Note: A version of this ran in the Pelican Newspaper.
There has recently been false information in letters to the editors of local newspapers about the charter referenda, residents’ support of the referenda and The Original Save Our Beach Committee. Here are some facts about beach area development.
Back in 1998, the Deerfield Beach Commission planned to sell our publicly owned main beach parking lot to a developer who wanted to build a huge hotel. The commission tried their best to keep this a secret from the residents and did not ask for, nor did they want any public input on this. Fortunately, a couple of residents found out about it and Save Our Beach was born.
Concerned residents gathered almost 4,200 petitions to put a charter referendum on the ballot. This referendum would prohibit the sale or lease of city owned property with a value >$750,000 unless it was put to a vote for citizen approval. The citizens overwhelmingly approved this referendum and it became part of our city charter.
In 2000, the Commission/CRA board proposed the “Ocean Park Mixed Use Development” for the main beach parking lot. This development was a 450 space multi-story parking garage, fire station, amphitheater, fountain and 30% of the development would be leased for private retail. Due to the 1998 charter referendum, this development was required to be voted on by the residents and they overwhelmingly voted it down.

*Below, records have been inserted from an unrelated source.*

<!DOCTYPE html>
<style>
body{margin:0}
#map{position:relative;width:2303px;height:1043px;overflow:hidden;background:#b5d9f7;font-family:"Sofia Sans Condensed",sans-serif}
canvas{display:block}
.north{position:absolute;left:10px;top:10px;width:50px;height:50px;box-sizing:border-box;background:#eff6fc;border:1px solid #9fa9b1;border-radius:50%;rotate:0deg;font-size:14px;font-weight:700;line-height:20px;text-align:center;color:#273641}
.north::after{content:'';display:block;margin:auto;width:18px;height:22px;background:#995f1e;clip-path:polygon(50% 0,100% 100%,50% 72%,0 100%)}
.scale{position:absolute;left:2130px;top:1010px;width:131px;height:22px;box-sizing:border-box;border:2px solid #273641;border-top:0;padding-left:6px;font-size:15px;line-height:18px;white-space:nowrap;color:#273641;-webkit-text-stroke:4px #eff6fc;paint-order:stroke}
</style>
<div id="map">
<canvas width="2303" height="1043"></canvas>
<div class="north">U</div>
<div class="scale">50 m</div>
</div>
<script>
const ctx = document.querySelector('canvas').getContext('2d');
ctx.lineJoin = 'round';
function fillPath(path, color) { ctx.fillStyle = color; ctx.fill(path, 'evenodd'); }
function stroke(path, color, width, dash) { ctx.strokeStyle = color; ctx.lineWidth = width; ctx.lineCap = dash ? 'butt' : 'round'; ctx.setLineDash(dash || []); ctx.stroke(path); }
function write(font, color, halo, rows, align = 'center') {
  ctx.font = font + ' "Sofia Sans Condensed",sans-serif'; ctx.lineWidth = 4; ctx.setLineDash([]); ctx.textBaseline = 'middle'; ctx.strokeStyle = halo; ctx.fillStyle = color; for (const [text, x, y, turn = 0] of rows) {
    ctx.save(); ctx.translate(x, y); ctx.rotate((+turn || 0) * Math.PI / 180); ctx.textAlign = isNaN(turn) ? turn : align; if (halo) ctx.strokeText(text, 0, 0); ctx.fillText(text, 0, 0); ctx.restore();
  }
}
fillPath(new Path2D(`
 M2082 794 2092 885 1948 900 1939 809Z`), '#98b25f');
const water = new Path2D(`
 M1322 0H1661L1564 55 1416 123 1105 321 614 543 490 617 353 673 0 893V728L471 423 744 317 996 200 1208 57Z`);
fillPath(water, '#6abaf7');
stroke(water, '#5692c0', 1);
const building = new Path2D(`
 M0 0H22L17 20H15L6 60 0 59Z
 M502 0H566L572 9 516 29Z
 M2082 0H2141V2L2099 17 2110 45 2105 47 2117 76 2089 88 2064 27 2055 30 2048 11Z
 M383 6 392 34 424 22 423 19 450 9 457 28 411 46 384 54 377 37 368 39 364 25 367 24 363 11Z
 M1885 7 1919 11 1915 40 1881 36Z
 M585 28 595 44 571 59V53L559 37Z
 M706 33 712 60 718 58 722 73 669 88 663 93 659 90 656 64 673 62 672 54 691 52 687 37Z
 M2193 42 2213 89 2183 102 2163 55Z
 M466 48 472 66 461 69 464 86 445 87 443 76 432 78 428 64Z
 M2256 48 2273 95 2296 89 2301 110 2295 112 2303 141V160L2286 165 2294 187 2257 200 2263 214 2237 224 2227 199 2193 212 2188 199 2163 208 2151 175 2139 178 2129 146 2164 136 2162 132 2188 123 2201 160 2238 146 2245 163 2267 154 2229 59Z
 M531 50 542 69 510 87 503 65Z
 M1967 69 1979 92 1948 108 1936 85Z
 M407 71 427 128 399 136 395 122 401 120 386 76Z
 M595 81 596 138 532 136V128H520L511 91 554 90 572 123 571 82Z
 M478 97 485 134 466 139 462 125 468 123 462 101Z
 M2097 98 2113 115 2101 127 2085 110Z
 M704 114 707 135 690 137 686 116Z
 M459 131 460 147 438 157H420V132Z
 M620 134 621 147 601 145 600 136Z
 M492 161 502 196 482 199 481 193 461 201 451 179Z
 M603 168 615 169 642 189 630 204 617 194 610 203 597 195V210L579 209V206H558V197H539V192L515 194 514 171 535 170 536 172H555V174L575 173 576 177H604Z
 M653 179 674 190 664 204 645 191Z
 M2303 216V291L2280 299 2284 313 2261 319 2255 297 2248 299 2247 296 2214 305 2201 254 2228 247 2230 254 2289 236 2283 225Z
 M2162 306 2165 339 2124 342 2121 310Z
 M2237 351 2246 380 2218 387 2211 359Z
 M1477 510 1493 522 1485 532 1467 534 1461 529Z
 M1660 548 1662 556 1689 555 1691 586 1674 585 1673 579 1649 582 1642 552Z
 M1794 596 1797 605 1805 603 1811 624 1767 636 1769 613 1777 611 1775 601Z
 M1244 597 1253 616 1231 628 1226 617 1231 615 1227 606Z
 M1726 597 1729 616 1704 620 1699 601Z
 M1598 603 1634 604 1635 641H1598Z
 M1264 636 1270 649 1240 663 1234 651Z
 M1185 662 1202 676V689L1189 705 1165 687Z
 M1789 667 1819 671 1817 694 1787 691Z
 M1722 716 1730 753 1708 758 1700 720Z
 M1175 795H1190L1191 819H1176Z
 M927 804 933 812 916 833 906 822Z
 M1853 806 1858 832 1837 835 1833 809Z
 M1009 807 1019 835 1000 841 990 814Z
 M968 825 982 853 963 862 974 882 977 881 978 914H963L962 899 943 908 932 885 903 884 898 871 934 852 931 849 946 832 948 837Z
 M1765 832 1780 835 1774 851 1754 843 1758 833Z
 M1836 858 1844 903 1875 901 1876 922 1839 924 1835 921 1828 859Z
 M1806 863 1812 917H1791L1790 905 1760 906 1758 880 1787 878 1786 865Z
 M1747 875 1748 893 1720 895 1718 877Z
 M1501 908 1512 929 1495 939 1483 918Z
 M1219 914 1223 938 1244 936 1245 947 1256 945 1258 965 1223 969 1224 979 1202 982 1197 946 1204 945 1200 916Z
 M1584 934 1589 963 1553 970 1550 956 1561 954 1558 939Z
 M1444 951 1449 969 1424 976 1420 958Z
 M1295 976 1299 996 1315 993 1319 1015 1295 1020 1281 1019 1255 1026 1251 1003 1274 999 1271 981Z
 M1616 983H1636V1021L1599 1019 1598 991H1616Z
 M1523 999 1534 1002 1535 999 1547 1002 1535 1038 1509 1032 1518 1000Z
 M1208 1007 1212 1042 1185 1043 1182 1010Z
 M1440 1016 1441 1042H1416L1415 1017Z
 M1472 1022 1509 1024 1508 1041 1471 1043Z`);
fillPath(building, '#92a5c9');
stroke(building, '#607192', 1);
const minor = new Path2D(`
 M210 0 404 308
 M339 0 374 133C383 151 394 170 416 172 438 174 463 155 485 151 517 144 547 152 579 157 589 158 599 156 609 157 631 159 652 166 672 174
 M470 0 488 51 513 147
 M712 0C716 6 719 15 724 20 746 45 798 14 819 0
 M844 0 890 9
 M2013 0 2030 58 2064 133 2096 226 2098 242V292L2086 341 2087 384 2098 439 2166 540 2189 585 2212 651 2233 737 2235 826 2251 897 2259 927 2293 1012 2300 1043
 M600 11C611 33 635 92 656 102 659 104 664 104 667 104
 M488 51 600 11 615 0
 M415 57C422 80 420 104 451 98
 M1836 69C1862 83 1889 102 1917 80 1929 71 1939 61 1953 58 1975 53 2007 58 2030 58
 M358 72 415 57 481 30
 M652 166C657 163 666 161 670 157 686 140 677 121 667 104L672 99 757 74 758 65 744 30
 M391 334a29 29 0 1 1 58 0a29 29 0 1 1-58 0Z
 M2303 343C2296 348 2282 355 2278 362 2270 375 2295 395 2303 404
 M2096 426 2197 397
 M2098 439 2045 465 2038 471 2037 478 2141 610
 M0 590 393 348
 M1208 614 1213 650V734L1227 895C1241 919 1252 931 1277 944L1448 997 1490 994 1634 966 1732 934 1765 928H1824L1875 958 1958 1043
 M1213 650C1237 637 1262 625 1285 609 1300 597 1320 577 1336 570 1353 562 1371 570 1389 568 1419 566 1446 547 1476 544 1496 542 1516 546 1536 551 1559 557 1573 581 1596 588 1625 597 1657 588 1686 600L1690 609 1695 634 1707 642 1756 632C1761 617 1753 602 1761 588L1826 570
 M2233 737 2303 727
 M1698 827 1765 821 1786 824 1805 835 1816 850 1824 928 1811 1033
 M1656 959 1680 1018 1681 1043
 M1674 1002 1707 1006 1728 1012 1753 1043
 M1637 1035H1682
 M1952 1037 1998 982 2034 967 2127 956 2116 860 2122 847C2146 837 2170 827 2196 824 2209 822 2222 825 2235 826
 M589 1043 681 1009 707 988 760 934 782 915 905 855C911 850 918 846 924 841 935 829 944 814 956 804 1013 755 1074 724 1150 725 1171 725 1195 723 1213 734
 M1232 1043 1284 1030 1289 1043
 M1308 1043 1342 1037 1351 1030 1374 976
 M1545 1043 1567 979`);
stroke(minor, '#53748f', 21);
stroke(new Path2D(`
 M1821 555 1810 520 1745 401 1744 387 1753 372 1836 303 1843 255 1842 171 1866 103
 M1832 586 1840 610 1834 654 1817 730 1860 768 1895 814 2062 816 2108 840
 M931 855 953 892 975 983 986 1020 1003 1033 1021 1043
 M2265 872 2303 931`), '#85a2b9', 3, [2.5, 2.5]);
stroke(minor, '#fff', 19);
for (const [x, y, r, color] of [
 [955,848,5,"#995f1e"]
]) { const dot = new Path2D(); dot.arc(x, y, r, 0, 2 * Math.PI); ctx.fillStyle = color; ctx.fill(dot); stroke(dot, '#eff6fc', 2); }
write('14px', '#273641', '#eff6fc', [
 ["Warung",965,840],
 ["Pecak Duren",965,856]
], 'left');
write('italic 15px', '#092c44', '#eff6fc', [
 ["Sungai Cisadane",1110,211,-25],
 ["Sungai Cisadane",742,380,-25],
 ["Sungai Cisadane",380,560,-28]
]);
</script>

In 2000, the Ocean Plaza Condominium at the beach was proposed. The reason several building codes were eliminated by the city commission was the Ocean Plaza beach-front project. They needed multiple variances including floor area ratio and setback, in order to build the massive condominium.

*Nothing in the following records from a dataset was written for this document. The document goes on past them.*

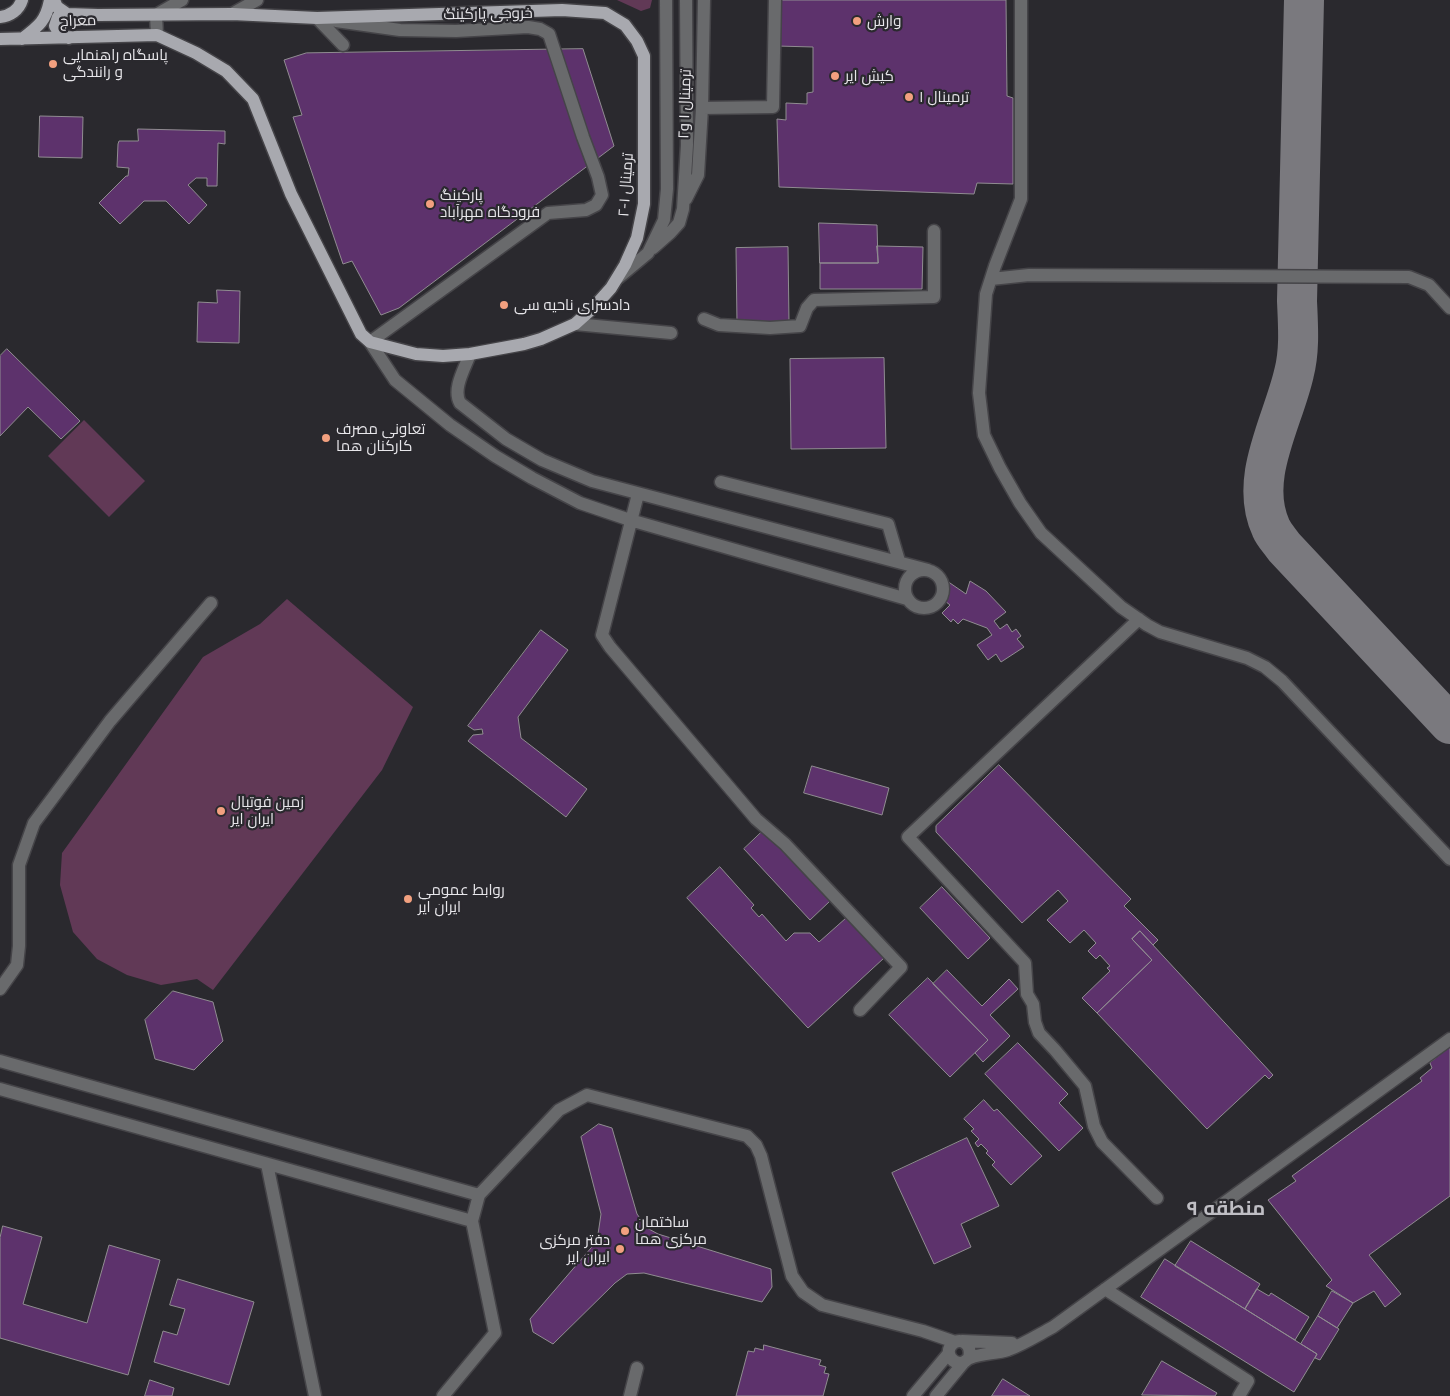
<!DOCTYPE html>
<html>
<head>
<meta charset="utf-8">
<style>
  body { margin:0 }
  canvas { display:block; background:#2a292e }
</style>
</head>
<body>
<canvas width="1450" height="1396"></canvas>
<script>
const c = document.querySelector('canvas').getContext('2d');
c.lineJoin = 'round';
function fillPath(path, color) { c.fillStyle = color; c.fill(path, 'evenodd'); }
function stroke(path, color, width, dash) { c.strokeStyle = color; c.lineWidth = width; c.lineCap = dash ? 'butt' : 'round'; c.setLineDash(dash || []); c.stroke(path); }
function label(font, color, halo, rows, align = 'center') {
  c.font = font + ' Mulish,Cairo,sans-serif'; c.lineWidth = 4.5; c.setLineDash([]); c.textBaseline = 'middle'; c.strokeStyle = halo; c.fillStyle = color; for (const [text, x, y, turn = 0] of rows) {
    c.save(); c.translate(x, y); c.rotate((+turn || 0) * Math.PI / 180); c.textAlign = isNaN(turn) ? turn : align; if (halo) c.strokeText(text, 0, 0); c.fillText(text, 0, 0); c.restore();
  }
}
fillPath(new Path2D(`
  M617,0h35l-2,8 -9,3z
  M84,420l61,61 -36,36 -61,-61z
  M287,599l126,108 -31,63 -169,220 -16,-11 -36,6 -34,-10 -30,-16 -24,-27 -13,-47 2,-32 141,-196 57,-33z`), '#613956');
stroke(new Path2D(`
  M1304,0l-7,301c1,24 3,49 -3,72 -11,49 -46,105 -23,155 3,7 9,13 13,19l166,177`), '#7a797e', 40);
const building = new Path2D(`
  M779,0h227l1,96 6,2v86l-36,-1 -3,11 -195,-7 -2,-68 9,1v-17l21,1v-11l6,-1v-45l-36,-1z
  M583,49l31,97 -215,162 -18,7 -29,-54 -9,3 -50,-147 9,-2 -18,-55 22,-7z
  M40,116l43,1 -1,41 -43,-1z
  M138,129l87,2v13l-7,-1 -1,43h-10v-8h-11l-8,7 19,20 -18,19 -23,-23h-22l-24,23 -21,-21 27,-27h2l1,-8 -12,-1 1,-23 1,-3h19z
  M819,223l58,2 1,38h-58z
  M877,246l46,1 -1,42h-102v-26h58z
  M788,247l1,76h-52l-1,-75z
  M217,290l23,1 -1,52 -42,-1 1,-40 19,1z
  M7,349l73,72 -19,18 -33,-32 -28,29v-80z
  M884,358l2,90 -95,1 -1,-90z
  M947,581l19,13 4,-13 16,10 20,21 -12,9 6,8 7,-5 5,8 4,-3 5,7 -4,3 7,8 -23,15 -5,-8 -8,6 -11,-15 15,-10 -5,-7 -24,-9 -5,5 -5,-5 -2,3 -9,-9 8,-8 -5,-4z
  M541,630l27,20 -50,67 3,21 66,51 -21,28 -98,-76 5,-6 10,-1 -1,-5 -8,1 -6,-4z
  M999,765l132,134 -7,7 34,34 -5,5 -13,-14 -8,8 20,21 -55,53 -15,-15 28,-27 -3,-3 3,-2 -10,-11 -4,4 -8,-8 8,-8 -12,-13 -14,13 -23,-23 21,-19 -10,-11 -36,33 -86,-91v-6z
  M812,766l77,22 -7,27 -78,-22z
  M764,830l66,71 -20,19 -66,-71z
  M720,867l34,38 -3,3 8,9 3,-3 24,27 8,-8h16l9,9 27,-24 38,40 -76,70 -121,-130z
  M942,887l48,51 -22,21 -48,-51z
  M1140,931l133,144 -4,4 -4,-4 -58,54 -110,-116 55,-53 -20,-21z
  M947,970l35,36 27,-27 9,10 -28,26 20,21 -27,26 -8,-9 13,-13 -55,-56z
  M928,978l60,62 -38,37 -61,-62z
  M173,991l40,11 10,39 -29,29 -39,-11 -10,-39z
  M1018,1043l50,51 -9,9 24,25 -24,23 -74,-77z
  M1450,1047v149l-81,59 32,39 -16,13 -11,-16 -21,12 -27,-17 6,-6 -64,-80 28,-19 -4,-5 130,-95 -2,-3 12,-10 -2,-5z
  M984,1100l10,11 3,-2 45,47 -31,29 -19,-20 3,-3 -9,-9 2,-2 -7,-7 -3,3 -3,-4 4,-4 -8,-8 3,-2 -10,-10z
  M599,1124l13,4 25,86 10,14 11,6 113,35 1,18 -10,15 -118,-29 -17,1 -12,9 -62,61 -20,-12 -3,-13 67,-78 4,-27 -20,-77z
  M967,1138l32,68 -38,18 10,23 -37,17 -42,-91z
  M3,1226l39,11 -19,67 64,19 22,-78 51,15 -32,115 -128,-37v-100z
  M1191,1241l69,43 -15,25 -70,-43z
  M1165,1259l152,95 -23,38 -153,-95z
  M178,1279l76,23 -25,83 -75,-23 9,-31 14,4 8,-26 -15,-4z
  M1257,1289l12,7 2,-3 38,24 -14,23 -50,-31z
  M1332,1291l21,12 -16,25 -19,-12z
  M1318,1316l21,13 -19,31 -5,-2 2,-4 -16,-10z
  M764,1345l57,15 -2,5 7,2 -2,6 5,1 -6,22h-87l12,-45 6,1 1,-4 8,2z
  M1162,1361l55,32 -2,3 -73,-1z
  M1003,1379l27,17h-38z
  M150,1380l24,8 -2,8h-27z`);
fillPath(building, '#5d326c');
stroke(building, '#908c91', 1);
const minor = new Path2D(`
  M1021,0v199l-26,67 -9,28 -7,99 5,42 16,33 20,35 21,30 80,74 26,18 13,7 87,26 18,9 17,14 168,178
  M232,14l25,-14
  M317,18l26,27
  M336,21l64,9 56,1 72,-4 12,2 9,5 34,103 15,40 4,18 -6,10 -10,5 -38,3 -178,129 25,38 55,45 45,31 37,22 48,25 50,17 277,79
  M157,35l-1,-20 26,-15
  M702,108l71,-1 2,-107
  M686,199l12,-24 4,-67 2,-108
  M653,248l17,-15 9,-10 4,-14 4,-64 -1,-145
  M618,278l30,-25 16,-33 3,-31 -1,-189
  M991,279l38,-4 380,2 20,8 21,23
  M704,319l15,6 51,3 30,-2 7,-18 7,-8 120,-3v-66
  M575,324l96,9
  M470,354c-5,14 -18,35 -10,49l46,36 36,21 50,21 336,89
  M721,482l167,42 11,37
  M638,494l-36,141 8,12 146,172 29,25 116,123 -41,43
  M905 589a19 19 0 1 1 38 0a19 19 0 1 1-38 0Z
  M1139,619l-231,218 117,126 2,31 6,10 2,18 4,11 16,17 30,36 9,40 8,16 55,56
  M0,989l17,-24 2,-19v-81l15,-42 76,-102 101,-118
  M0,1061l479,134
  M0,1089l472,132
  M267,1164l48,232
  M1105,1289l143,92 -9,15
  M962,1341l50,2
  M969,1358c4,-16 -12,-23 -19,-11 -4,8 3,16 10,16 6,0 6,-4 10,-5 12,-5 26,-4 38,-8 16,-6 30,-15 45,-23l397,-288
  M443,1396l52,-63 -23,-112 7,-26 80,-85 28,-15 160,41 9,9 5,11 31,120 11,16 19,13 101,26 32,11
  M630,1396l7,-28
  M913,1396l36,-43
  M936,1396l28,-34`);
const major = new Path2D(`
  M67,14l-9,3 -3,9 5,8 9,4
  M0,17c10,-1 19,-7 22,-17
  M0,39l157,-4 39,18 30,18 27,28 38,95 70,140 9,8 46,12 27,2 27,-2 54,-10 17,-5 34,-15 19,-17 17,-19 14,-23 12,-27 7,-34v-148l-7,-15 -12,-16 -20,-12 -43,-3 -245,8 -85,-4 -134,1 -31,-1 -10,-7 -3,-7
  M22,39c17,-13 24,-18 28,-39`);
stroke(minor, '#454448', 15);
stroke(major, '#454448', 15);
stroke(minor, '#696a6c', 12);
stroke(major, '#a8a9af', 12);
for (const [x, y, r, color] of [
  [857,21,5,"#f2a07f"],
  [53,64,5,"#f2a07f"],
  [835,76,5,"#f2a07f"],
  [909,97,5,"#f2a07f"],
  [430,204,5,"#f2a07f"],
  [504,305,5,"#f2a07f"],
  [326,438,5,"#f2a07f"],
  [221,811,5,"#f2a07f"],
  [408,899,5,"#f2a07f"],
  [625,1231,5,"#f2a07f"],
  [620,1249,5,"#f2a07f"]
]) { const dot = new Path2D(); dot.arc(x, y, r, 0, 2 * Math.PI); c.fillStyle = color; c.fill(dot); stroke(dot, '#2a292e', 2); }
label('15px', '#e8e7eb', '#2a292e', [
  ["خروجی پارکینگ",488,14,-1],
  ["معراج",78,21,-2],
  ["ترمینال ۱ و۲",685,104,-88],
  ["ترمینال ۱-۲",626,185,-86]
]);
label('15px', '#e8e7eb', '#2a292e', [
  ["وارش",867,21],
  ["پاسگاه راهنمایی",63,55],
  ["و رانندگی",63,72],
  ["کیش ایر",845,76],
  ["ترمینال ۱",919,97],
  ["پارکینگ",440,195],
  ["فرودگاه مهرآباد",440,212],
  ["دادسرای ناحیه سی",514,305],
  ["تعاونی مصرف",336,429],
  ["کارکنان هما",336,446],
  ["زمین فوتبال",231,802],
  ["ایران ایر",231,819],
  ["روابط عمومی",418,890],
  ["ایران ایر",418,907],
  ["ساختمان",635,1222],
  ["مرکزی هما",635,1239],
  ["دفتر مرکزی",610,1240,"right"],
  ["ایران ایر",610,1257,"right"]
], 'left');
label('bold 20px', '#bfbec4', '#2a292e', [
  ["منطقه ۹",1226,1209]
]);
</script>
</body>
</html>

Since the legal hardship requirements for these variances could not be met and the city commission knew this, they simply voted to change the ordinances and eliminate setbacks, floor area ratio and alter other building codes. Presto, just change the ordinances and no variances now required!!In 2001/2002, the city commission decided they wanted much of the barrier island to be designated a RAC. Residents didn’t want the designation of our entire 28 acre beach area as a RAC, which would allow much higher density and commercial development on the entire beach. OSOBs and more than 100 supporters went to the Broward County Commission with their concerns about the RAC and the intense over-development it would bring to the Deerfield Beach barrier island. The county commission agreed this was a bad idea and banned RACs on all barrier islands!
Residents were outraged by the continued assault on our beach by the city commission and joined the OSOB committee in its effort to gather enough signatures (almost 10,000) to place two Charter referenda on the November 2002 ballot. One of the referenda put the building codes back as they were in 2000/2002, prior to the commission changing the codes by changing the ordinances. The other referendum put restrictions on main beach parking lots, parking garages and their uses.
Both of these referenda were overwhelmingly approved by the voters, receiving a total of more than 20,000 votes! Approval of the two charter referenda put these building codes for the beach in the city charter, where they could no longer be changed at the whim of a city commission.In 2003, Residents didn’t want the 18,000+ sq. ft. giant restaurant with no parking spaces, planned by Pete Boinis, for our city owned pier and showed up in overwhelmingly large numbers at many commission meetings to protest. The commission grudgingly agreed to halt the project. We now have a beautiful city owned new pier restaurant which is 10 times smaller than Boinis’ proposal.
OSOBers are in favor of development that stays within the land use codes and zoning regulations. If a person has a hardship, and cannot utilize his/her property because of that hardship, a variance can often be granted. However an owner of a property cannot claim a variance because they want to make more profit and can do that by building taller and fatter than allowed by code. They are entitled to reasonable use of their property and the Deerfield building codes certainly allow for that.
A few people keep trying to blame the beach area charter referenda for the proliferation of sober houses. Yes, there are sober houses on the barrier island in Deerfield and Fort Lauderdale and Pompano and other island communities across the country. They are also on the mainland in Deerfield and Boca and Delray and other cities across the country. The accusations that the referenda are responsible for sober houses are ridiculous.
The OSOB committee bases its actions on what residents want and work toward making that happen. We attend all commission meetings and workshops to keep up with what is happening in the city. We pay attention.
The OSOB committee informs the residents of Deerfield Beach about pending projects so they can make informed decisions. The OSOB committee is made up of people who moved to Deerfield Beach because of its unique character.
The OSOB has become, out of necessity, the voice of the majority of residents. We are a diverse group who, with every challenge, attracts new members. The group is brought together by one mission; to keep atypical Deerfield Beach from becoming the standard over-developed Florida city, thereby protecting the quality of life of our residents.